• [Work order]
Read through the entries below and return each line with the word "down".

• [Data supplied]
:::::

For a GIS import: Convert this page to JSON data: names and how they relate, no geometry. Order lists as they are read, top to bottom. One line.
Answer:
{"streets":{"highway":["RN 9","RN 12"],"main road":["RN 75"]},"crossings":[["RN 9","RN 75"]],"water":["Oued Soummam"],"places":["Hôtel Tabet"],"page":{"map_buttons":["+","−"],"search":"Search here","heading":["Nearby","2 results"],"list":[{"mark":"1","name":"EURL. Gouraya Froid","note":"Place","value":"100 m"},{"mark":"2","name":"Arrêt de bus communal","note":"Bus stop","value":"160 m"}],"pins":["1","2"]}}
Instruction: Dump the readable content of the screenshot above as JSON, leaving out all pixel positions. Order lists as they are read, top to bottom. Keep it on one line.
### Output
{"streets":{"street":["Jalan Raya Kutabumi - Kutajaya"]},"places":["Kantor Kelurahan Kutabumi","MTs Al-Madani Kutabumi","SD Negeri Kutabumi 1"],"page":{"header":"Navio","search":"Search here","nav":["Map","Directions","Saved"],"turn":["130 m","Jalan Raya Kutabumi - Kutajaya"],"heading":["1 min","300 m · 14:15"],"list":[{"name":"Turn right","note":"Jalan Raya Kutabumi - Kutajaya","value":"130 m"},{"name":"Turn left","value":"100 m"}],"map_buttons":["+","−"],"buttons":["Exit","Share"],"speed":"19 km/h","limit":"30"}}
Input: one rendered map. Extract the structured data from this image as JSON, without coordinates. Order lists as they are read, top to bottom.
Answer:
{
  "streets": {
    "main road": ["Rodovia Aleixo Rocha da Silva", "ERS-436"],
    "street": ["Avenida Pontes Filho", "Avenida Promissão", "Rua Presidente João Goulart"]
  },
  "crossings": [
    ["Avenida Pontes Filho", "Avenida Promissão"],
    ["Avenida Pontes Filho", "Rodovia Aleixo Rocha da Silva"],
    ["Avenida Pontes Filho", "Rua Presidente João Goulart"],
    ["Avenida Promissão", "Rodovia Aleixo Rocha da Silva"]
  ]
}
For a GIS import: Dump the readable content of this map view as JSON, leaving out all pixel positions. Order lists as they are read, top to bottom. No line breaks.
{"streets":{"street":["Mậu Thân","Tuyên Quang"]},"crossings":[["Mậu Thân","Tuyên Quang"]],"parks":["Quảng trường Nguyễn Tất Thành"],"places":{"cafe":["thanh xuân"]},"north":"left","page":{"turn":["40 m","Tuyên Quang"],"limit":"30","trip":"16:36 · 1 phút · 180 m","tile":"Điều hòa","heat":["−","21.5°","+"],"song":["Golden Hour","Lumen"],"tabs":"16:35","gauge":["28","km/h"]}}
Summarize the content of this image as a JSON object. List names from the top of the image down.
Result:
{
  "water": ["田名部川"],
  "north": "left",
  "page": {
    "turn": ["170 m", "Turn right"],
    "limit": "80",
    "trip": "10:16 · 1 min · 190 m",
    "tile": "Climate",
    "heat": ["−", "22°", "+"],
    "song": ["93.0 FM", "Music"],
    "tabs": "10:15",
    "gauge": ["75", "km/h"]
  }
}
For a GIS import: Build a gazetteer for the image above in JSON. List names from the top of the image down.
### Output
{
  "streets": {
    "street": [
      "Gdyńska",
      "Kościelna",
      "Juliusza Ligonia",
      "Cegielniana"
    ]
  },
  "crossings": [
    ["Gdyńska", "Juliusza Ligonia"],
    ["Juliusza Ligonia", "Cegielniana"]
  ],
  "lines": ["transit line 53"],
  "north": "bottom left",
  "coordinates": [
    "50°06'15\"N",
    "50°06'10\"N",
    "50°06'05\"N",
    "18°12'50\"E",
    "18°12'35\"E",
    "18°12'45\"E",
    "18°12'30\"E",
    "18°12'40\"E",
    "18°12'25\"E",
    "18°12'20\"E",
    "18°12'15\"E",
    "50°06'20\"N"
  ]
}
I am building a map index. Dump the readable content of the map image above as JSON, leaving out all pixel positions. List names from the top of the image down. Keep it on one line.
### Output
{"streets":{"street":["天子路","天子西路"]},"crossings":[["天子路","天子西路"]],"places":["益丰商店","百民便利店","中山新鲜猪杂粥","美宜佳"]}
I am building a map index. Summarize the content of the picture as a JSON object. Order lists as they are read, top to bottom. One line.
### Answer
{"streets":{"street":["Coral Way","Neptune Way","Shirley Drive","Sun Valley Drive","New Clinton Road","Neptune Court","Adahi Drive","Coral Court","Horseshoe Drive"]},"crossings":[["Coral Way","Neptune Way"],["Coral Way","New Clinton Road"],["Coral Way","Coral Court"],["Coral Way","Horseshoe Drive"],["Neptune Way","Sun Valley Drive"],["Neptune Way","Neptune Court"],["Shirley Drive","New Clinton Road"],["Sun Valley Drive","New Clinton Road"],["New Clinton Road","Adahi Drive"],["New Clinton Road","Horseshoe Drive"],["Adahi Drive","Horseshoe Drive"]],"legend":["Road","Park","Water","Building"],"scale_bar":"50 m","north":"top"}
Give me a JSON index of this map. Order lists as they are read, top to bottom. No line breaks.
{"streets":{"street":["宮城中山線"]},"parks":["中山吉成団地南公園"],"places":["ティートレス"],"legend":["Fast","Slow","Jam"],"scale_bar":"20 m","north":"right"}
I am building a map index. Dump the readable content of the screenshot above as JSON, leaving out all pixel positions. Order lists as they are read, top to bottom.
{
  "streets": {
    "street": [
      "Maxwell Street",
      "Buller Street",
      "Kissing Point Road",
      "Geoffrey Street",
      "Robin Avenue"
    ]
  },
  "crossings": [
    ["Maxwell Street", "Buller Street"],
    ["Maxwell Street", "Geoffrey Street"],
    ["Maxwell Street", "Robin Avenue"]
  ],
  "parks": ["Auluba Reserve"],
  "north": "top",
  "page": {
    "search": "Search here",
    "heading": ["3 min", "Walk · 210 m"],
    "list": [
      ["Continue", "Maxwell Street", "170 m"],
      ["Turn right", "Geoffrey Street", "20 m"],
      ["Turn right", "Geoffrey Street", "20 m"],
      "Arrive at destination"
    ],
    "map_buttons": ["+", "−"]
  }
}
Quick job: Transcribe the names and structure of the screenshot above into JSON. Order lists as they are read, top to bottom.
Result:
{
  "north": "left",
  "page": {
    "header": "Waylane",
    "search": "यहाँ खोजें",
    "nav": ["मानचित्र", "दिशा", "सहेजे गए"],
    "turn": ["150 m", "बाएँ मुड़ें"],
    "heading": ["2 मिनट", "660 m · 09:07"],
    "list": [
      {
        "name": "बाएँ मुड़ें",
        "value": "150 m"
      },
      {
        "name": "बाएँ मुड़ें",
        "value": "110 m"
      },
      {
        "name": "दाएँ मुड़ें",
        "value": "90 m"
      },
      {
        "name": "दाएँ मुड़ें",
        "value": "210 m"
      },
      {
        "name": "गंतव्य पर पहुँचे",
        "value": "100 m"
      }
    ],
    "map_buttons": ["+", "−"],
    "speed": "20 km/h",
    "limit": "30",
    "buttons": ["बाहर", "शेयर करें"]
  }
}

:::::

• [Answer to the exercise]
Summarize the content of this image as a JSON object. List names from the top of the image down.
For a GIS import: Build a gazetteer for the image above in JSON. List names from the top of the image down.
I am building a map index. Dump the readable content of the map image above as JSON, leaving out all pixel positions. List names from the top of the image down. Keep it on one line.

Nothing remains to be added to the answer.